Heat and Light
I first heard about Jennifer Haigh’s new novel Heat and Light from Kathy at Bermuda Onion and then read it in a couple of hours one hot and sunny July afternoon, sitting in the glider on our deck. It’s a good story, full of people who are likable but not perfect and with a plot that moves along from secrets and lies to exposure and truth.
My mind was already made up about fracking, partly from reading about it, partly from smelling it at the corner of two highways where we turn to go the second half hour of our drive towards the airport, and partly from hearing Walker talk about his research for a class he took at Oberlin on fracking. Since Heat and Light is a good novel, it doesn’t take a stand, but the story doesn’t move in a direction that exposes anything good about fracking in Pennsylvania, where it’s set.

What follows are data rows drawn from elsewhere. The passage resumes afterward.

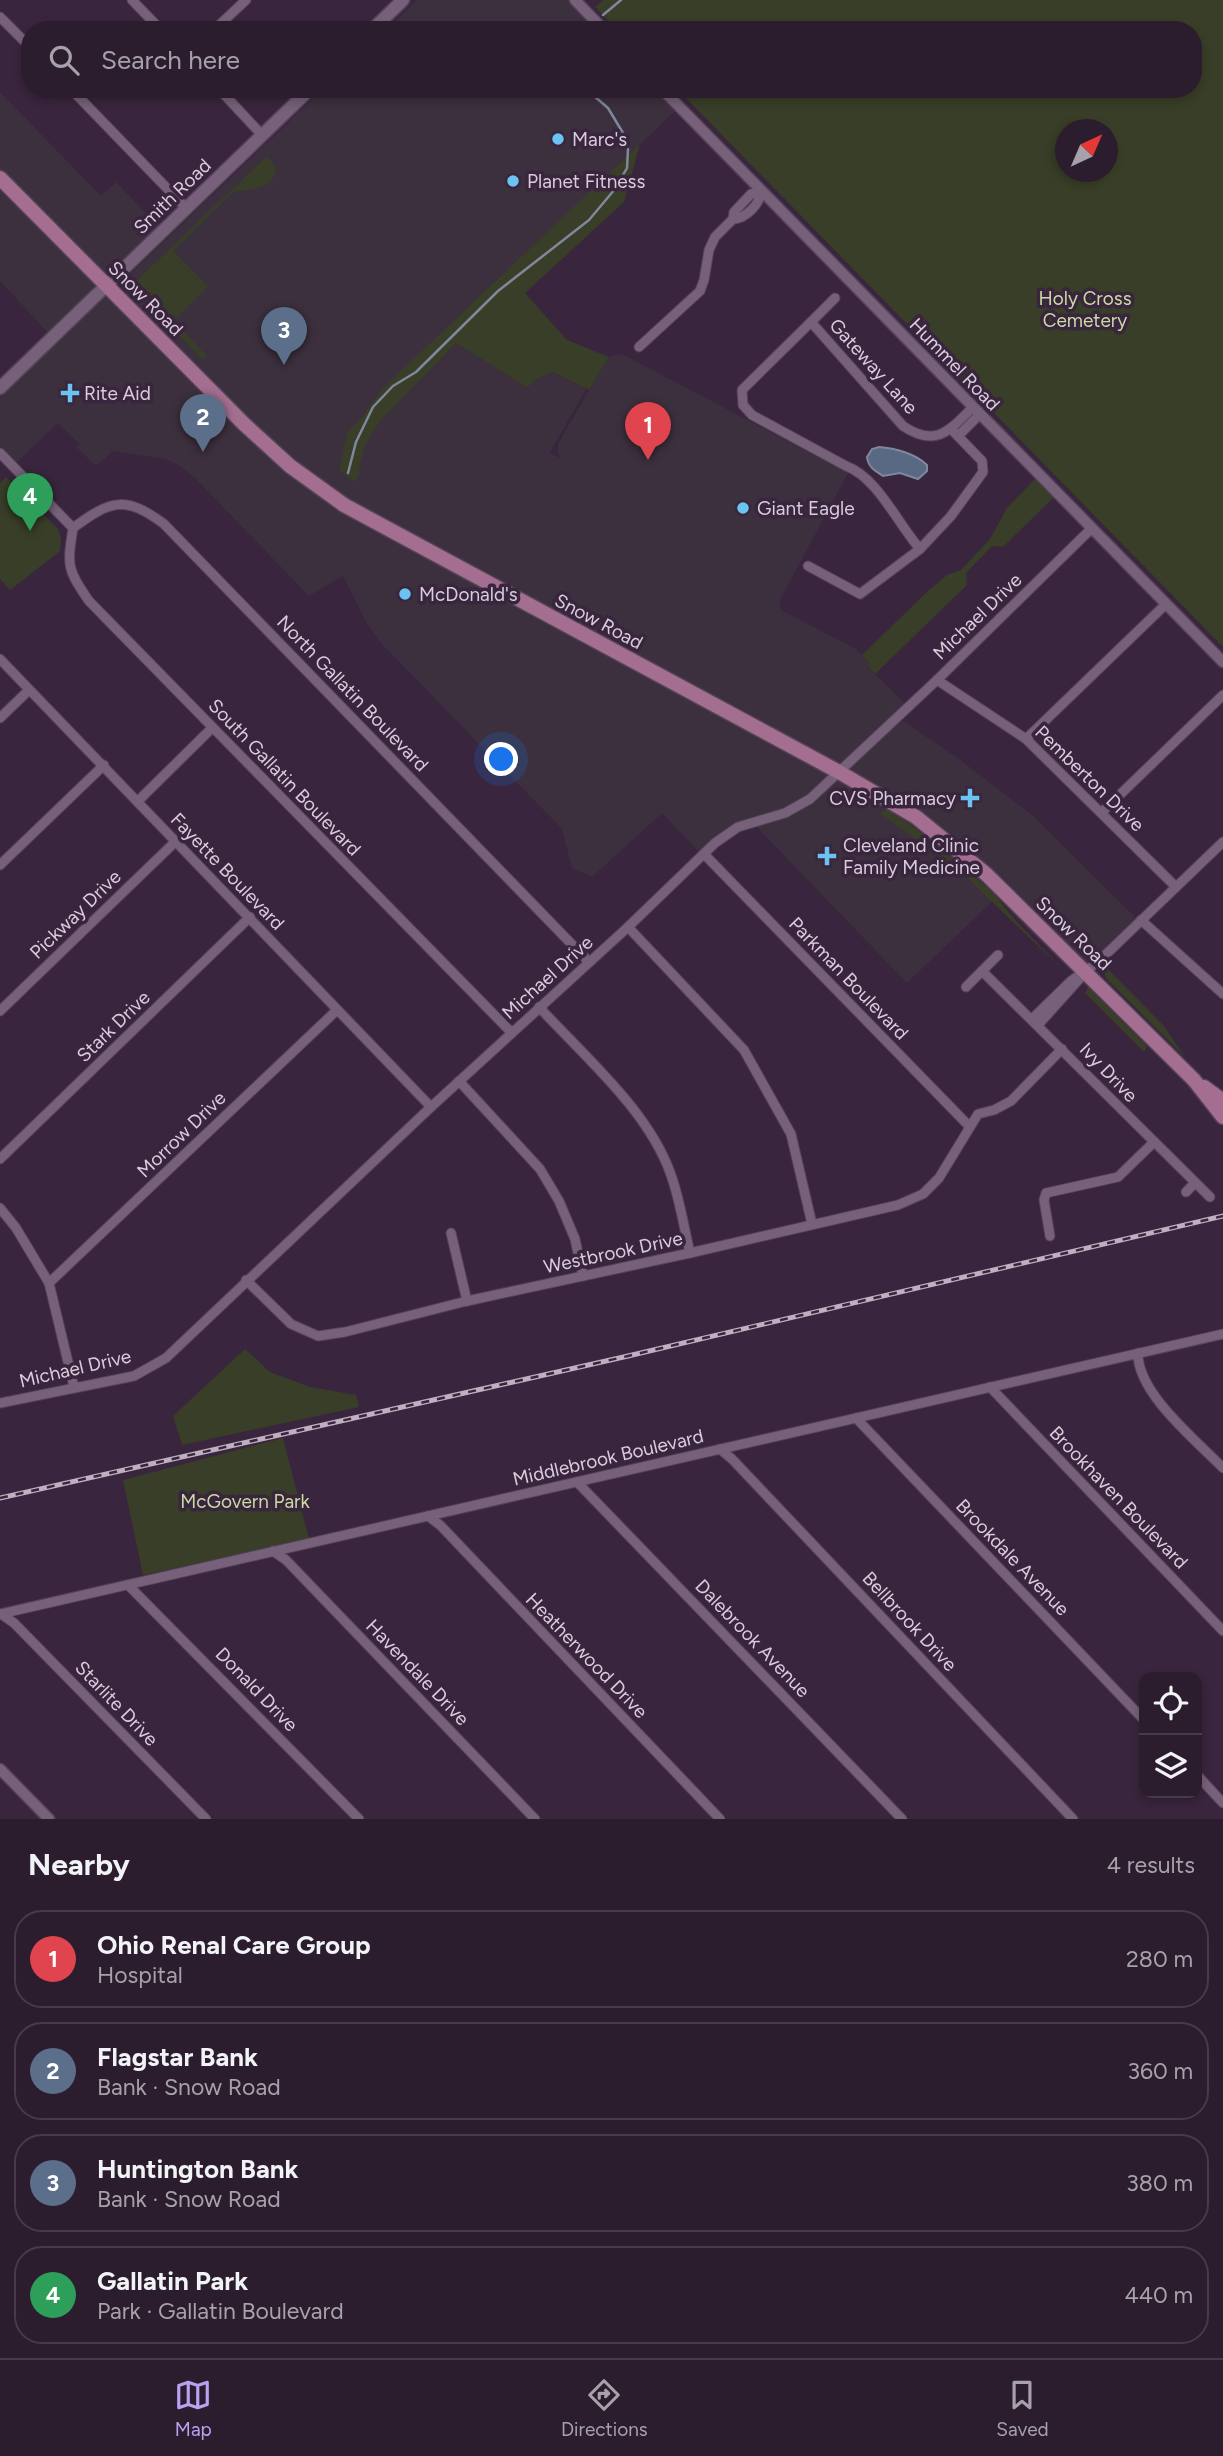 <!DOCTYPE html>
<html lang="en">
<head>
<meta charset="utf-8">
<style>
  :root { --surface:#2b1c2e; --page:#332536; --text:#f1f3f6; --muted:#a6a1aa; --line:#473a4a; --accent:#bca0f2 }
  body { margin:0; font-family:Figtree,sans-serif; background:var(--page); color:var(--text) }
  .controls { position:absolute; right:21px; bottom:21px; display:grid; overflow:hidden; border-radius:14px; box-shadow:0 4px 10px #0003 }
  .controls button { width:63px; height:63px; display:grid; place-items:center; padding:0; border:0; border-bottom:2px solid var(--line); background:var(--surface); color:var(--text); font:35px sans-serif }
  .compass { position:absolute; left:1055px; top:119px; width:63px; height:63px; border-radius:50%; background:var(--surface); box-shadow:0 4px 10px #0003; rotate:44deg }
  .you { position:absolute; left:502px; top:760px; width:24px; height:24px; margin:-18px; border:5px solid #fff; border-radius:50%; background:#1a73e8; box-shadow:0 0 0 10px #1a73e833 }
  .badge { display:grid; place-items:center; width:46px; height:46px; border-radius:50%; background:var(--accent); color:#fff; font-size:23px; font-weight:700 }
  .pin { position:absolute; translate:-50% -58px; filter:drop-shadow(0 2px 4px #0008) }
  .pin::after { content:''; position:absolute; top:37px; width:24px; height:21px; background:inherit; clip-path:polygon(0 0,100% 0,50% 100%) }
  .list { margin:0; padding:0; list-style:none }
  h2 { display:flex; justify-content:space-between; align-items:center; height:91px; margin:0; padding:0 28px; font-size:30px }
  h2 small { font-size:23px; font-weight:400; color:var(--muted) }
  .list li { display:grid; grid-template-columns:46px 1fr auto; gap:21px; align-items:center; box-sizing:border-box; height:98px; margin:0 14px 14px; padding:0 14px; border:2px solid var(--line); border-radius:28px }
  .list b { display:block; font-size:26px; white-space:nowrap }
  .list p { margin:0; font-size:23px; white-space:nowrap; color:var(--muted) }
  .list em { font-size:23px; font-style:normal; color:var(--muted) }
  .icon { flex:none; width:38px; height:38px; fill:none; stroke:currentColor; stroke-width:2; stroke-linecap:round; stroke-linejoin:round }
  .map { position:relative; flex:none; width:1223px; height:1819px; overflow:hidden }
  .search { position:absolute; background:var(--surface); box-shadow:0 4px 10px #0003; left:21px; right:21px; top:21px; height:77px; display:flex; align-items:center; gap:18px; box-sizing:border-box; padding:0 24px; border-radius:28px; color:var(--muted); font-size:26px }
  .sheet { height:539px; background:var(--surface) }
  nav { display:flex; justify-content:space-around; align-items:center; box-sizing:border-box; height:98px; border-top:2px solid var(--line); background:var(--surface); font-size:19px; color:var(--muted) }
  nav a { display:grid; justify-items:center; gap:4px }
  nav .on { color:var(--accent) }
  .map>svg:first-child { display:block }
  .commercial { fill:#3d303e }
  .green { fill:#383e27; fill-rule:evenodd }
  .water { fill:#5a6983; stroke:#80879d; stroke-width:2 }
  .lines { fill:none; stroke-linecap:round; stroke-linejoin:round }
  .stream { stroke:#80879d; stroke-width:2.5 }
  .minor-casing { stroke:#544357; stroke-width:11 }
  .tertiary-casing { stroke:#544357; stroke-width:13 }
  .secondary-casing { stroke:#544357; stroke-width:15 }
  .primary-casing { stroke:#544357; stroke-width:17 }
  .minor { stroke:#77607a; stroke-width:9 }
  .tertiary { stroke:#77607a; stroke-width:10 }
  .secondary { stroke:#77607a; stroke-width:12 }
  .primary { stroke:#a36e90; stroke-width:14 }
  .rail-casing { stroke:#beb0c0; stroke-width:5 }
  .rail { stroke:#39253d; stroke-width:2.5; stroke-dasharray:8; stroke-linecap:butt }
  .poi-dot { fill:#6ac3f1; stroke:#39253d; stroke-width:2.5 }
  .labels { text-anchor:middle; stroke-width:7; stroke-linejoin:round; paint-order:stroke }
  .poi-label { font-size:19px; fill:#d9ccdb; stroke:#39253d; text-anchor:start }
  .street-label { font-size:19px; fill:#d9ccdb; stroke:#39253d }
  .park-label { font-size:19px; fill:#cbdba3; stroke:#39253d }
</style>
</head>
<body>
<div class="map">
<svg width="1223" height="1819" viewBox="0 0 1223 1819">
  <rect width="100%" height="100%" fill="#39253d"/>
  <g class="commercial">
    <path d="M417 0H569L598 30H386Z"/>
    <path d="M323 89H658L677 109 430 346 381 390 361 418 347 432 339 470 354 481 363 447 382 416 456 343 528 388 534 380 553 372 586 389 540 470 550 453 561 458 558 454V444L596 378 609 357 622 354 848 473 780 600 781 610 856 649 869 663 867 666 910 709 900 719 959 759 1032 815 1137 919 1077 976 998 896 907 983 749 819 730 828 700 853 662 813 592 877 572 868 562 829 381 643 366 622 343 576 309 596 196 479 179 465 165 459 113 451 96 466 76 447 79 444 58 423 15 464 0 448V383L50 335 0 281V92L101 196 116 182 162 230 110 280 126 294 124 283 126 278Z"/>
  </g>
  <g class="green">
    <path d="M603 0H1223V647L677 89H1193V30H617L595 7ZM1066 130H1108V172H1066Z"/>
    <path d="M640 144 624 202 525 293 567 340 609 357 589 390 553 372 534 380 528 388 456 343 380 421 365 446 360 463 359 475 354 482 339 470 347 432 361 418 381 390Z"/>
    <path d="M267 156 276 167C274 194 247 187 232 193L173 251 208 286 173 321 207 356 203 360 131 286Z"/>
    <path d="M6 477 58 529 61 538 60 551 10 590 0 579V483Z"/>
    <path d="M1035 479 1054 497 1003 547 992 546 966 573 967 585 875 674 867 665 869 663 862 655 929 590 947 575 961 570 990 539 1007 508Z"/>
    <path d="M884 810H888L937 844 994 894 1017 922 1065 972 963 874 880 813Z"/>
    <path d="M1108 969 1163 1025 1185 1057 1106 978 1103 970Z"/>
    <path d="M1088 987 1147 1046 1144 1052 1085 993Z"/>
    <path d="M245 1349 270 1372 310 1387 356 1395 359 1407 182 1445 173 1416Z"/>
    <path d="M283 1438 309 1539 143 1575 123 1480Z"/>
  </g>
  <path class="water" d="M879 447C895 448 916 454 927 465V471L918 479 900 473 883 476C875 471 868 467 867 457L872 449Z"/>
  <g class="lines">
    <g class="stream">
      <path d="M603 15 621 0"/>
      <path d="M555 30H558"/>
      <path d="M571 30 584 27"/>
      <path d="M586 89 608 108 623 133"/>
      <path d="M348 473 356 442 373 407 393 386 416 372 498 291 589 220 615 189 627 168 628 149"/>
    </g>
    <defs>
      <g id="minor">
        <path d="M132 0 161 30"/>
        <path d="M0 17 30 47"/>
        <path d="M214 30 246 0"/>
        <path d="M71 89 187 209"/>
        <path d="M219 89 262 135"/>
        <path d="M733 219C747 218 758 205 762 192"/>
        <path d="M811 322 835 298"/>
        <path d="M639 347 700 291 704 280 709 250 715 237 733 219 734 212 751 194 762 192"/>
        <path d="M958 436 980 414"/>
        <path d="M0 453 73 528"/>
        <path d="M73 528C111 500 125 495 164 524L589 962"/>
        <path d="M73 528C67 566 67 569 89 601L512 1033"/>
        <path d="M920 549C898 524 877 477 846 466L752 415 743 405 742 390 811 322 903 426C936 448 949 431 973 407"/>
        <path d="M808 566 860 594 920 549 951 516 983 472 982 461 951 429"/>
        <path d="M0 659 431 1107"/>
        <path d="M937 680 1026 739 1176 887"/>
        <path d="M0 718 29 690"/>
        <path d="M1026 739 1166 604"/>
        <path d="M138 801 212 728"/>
        <path d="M1102 812 1223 695"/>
        <path d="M704 854 969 1126"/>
        <path d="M0 865 104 765"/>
        <path d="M1141 920 1223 994"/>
        <path d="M628 927 744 1050 791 1134 812 1224"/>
        <path d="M982 971 1210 1197"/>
        <path d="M966 987 998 955"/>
        <path d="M539 1007C584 1056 649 1111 671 1175 680 1200 684 1228 690 1253"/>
        <path d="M0 1011 175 842"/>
        <path d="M1032 1019 1071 981 1098 962 1223 842"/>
        <path d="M1038 1025 1082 976"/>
        <path d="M459 1081 540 1169 559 1201 575 1239 583 1276"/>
        <path d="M0 1159 250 917"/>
        <path d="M1186 1192 1195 1183"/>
        <path d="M0 1208 16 1228 49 1283 74 1387"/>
        <path d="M451 1233 467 1301"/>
        <path d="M1050 1236 1044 1200 1046 1193 1118 1177 1153 1143"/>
        <path d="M246 1280 291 1324 318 1336 345 1332 467 1301 690 1253 898 1205 923 1194 939 1178 978 1114 994 1110 1011 1101 1062 1049"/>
        <path d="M49 1283 337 1010"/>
        <path d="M1138 1353C1137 1393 1196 1440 1223 1468"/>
        <path d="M990 1387 1223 1631"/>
        <path d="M0 1403 134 1376 166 1358 431 1107 628 927 715 843 738 827 785 813 810 799 937 680 1092 528"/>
        <path d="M856 1418 1144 1720"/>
        <path d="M720 1449 732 1459 1073 1819"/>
        <path d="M577 1482 902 1819"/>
        <path d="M428 1516 440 1525 720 1819"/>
        <path d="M273 1551 286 1560 535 1819"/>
        <path d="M128 1585 359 1819"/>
        <path d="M0 1614 1223 1334"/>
        <path d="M1 1614 14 1623 206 1819"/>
        <path d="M1197 1775 1223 1803"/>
      </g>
      <g id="tertiary">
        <path d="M575 0 604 30"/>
        <path d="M662 89 1223 662"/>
        <path d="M0 1769 49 1819"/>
      </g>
      <g id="secondary">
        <path d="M372 30 403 0"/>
        <path d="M0 388 310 89"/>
      </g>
      <g id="primary">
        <path d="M0 178 244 424 290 466 344 505 839 772 916 817 986 874 1194 1080 1223 1117"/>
        <path d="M1204 1087 1223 1101"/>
      </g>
    </defs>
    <use href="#minor" class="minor-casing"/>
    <use href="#tertiary" class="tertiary-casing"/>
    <use href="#secondary" class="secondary-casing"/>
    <use href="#primary" class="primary-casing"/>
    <use href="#minor" class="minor"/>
    <use href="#tertiary" class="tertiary"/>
    <use href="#secondary" class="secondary"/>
    <use href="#primary" class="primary"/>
    <defs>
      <path id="rail" d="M0 1498 628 1356 1223 1216"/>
    </defs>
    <use href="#rail" class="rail-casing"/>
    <use href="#rail" class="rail"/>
  </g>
  <g class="poi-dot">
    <circle cx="558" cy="139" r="7"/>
    <circle cx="513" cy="181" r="7"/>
    <path d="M66.5 382.5h7v7h7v7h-7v7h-7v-7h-7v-7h7z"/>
    <circle cx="743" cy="508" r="7"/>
    <circle cx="405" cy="594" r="7"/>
    <path d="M966.5 787.5h7v7h7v7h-7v7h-7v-7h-7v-7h7z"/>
    <path d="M823.5 845.5h7v7h7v7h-7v7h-7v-7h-7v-7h7z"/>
  </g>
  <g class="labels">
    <g class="poi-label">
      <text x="572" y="146">Marc's</text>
      <text x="527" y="188">Planet Fitness</text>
      <text x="84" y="400">Rite Aid</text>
      <text x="757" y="515">Giant Eagle</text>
      <text x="419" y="601">McDonald's</text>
      <text x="956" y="805" text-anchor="end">CVS Pharmacy</text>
      <text x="843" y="852">Cleveland Clinic<tspan x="843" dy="22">Family Medicine</tspan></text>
    </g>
    <g class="street-label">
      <text transform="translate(172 196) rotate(-44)" y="7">Smith Road</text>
      <text transform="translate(146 298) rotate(45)" y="7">Snow Road</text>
      <text transform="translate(955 364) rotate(46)" y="7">Hummel Road</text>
      <text transform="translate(874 366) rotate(48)" y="7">Gateway Lane</text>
      <text transform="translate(977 616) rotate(-44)" y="7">Michael Drive</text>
      <text transform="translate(599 621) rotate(28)" y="7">Snow Road</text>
      <text transform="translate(353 693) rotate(46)" y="7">North Gallatin Boulevard</text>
      <text transform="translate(285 777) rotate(46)" y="7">South Gallatin Boulevard</text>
      <text transform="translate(1090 778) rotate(44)" y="7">Pemberton Drive</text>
      <text transform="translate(228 871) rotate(46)" y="7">Fayette Boulevard</text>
      <text transform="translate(75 914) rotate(-44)" y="7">Pickway Drive</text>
      <text transform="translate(1074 933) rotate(44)" y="7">Snow Road</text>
      <text transform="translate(547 977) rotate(-42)" y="7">Michael Drive</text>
      <text transform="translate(849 978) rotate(46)" y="7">Parkman Boulevard</text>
      <text transform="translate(113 1026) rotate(-44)" y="7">Stark Drive</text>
      <text transform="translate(1109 1072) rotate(46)" y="7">Ivy Drive</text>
      <text transform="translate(181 1134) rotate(-44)" y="7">Morrow Drive</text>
      <text transform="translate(613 1252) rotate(-12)" y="7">Westbrook Drive</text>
      <text transform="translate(75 1368) rotate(-13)" y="7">Michael Drive</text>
      <text transform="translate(608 1457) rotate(-13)" y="7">Middlebrook Boulevard</text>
      <text transform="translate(1119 1497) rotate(46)" y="7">Brookhaven Boulevard</text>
      <text transform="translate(1013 1557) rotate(46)" y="7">Brookdale Avenue</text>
      <text transform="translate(910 1621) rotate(47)" y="7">Bellbrook Drive</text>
      <text transform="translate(753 1638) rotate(46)" y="7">Dalebrook Avenue</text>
      <text transform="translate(587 1655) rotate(46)" y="7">Heatherwood Drive</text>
      <text transform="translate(418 1672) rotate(46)" y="7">Havendale Drive</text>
      <text transform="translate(257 1689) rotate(46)" y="7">Donald Drive</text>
      <text transform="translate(117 1703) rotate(46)" y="7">Starlite Drive</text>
    </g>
    <g class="park-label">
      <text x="1085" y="305">Holy Cross<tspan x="1085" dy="22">Cemetery</tspan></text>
      <text x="245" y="1508">McGovern Park</text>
    </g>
  </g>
</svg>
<div class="controls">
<button><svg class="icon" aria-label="locate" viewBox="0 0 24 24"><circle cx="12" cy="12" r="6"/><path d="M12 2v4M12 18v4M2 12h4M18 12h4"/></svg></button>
<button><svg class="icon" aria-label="layers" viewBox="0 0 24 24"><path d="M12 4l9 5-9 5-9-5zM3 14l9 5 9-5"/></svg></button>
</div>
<svg class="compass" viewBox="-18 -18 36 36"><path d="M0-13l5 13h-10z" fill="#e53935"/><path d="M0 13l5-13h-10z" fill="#a6a1aa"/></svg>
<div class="you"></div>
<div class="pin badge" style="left:648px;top:460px;background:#e0444e">1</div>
<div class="pin badge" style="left:203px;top:452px;background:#5c6f8a">2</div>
<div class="pin badge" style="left:284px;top:365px;background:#5c6f8a">3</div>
<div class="pin badge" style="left:30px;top:531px;background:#2e9e5b">4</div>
<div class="search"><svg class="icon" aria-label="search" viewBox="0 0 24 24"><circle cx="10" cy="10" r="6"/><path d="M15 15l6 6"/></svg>Search here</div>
</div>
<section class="sheet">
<h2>Nearby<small>4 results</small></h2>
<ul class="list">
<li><span class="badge" style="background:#e0444e">1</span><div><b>Ohio Renal Care Group</b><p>Hospital</p></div><em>280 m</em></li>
<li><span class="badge" style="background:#5c6f8a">2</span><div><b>Flagstar Bank</b><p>Bank · Snow Road</p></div><em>360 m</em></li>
<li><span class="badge" style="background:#5c6f8a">3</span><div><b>Huntington Bank</b><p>Bank · Snow Road</p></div><em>380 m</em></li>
<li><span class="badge" style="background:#2e9e5b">4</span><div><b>Gallatin Park</b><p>Park · Gallatin Boulevard</p></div><em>440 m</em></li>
</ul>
</section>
<nav>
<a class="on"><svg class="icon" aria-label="map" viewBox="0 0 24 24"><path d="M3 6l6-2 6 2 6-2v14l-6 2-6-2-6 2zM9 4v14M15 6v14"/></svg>Map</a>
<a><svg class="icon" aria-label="directions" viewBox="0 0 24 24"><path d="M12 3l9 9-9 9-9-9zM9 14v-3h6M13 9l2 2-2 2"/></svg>Directions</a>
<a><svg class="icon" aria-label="saved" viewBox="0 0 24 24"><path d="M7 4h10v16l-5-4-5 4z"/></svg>Saved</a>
</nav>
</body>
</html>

There is one part, the beginning of Chapter 4, where the novelist’s attitude comes through unmistakably:
“The forest is a century old, mixed hardwoods, trunks thick as rain barrels—the childhood gymnasium of four generations, prime real estate for tree houses and tire swings….The forest is cut with a Chisholm 600, the industry standard….It severs each trunk at ground level….The earthmovers come next….The drill pad is leveled and laid with gravel. Then the well is dug. A well starts with a cellar, a hole six feet deep. From the cellar a deeper hole is dug. If witnessed more than one hundred times, this operation may seem natural, commonplace. If witnessed fewer than one hundred times, it will look and sound obscene.”
The characters are recognizable. There’s a young mother, Shelby, who worries a lot about her children and enjoys the children’s service a new female minister has started at her church:
“It’s a thing no male minister would ever think of, that a person might actually pay attention to the service if her children were safely occupied elsewhere. If she were, for one blessed hour a week, left in peace.”
Shelby’s husband Rich thinks about his father saying that “there are two kinds of work: the kind where you shower before and the kind where you shower after” because Rich has “always done the second kind—roofing, soldiering, hauling oxygen tanks for Miners’ Medical.” And in the present day of the novel, Rich is working as a prison guard, which he includes in the kind of work where you shower after.
There’s a long-married man, called Herc, who is contemplating an affair:
“She was dressed in a gray pants suit, the sort of outfit Hillary Clinton had worn in her presidential campaign. His wife, who hated Hillary Clinton, had called the pants suit hideous, but Herc secretly liked them. His upbringing, probably: he liked to see women modestly dressed. Colleen still wore the short skirts she’d favored in high school. Somewhere along the way, she’d gotten the idea he liked them. Maybe he’d complimented her once, to make her happy; maybe he’d even meant it at the time.
Marriage in middle age: living in a house made of shit you’ve said over the years.”
Some of the background we get on the characters turns out to be crucially important in understanding their actions later in the novel, like where the female minister’s husband who died young of cancer grew up, and that Shelby had a little sister who died when they were children. Despite the death and the descriptions of the ruined environment, however, the novel ends on a hopeful note. Truth exposed, a reader hopes, will speak for itself.
Although we know it doesn’t, always.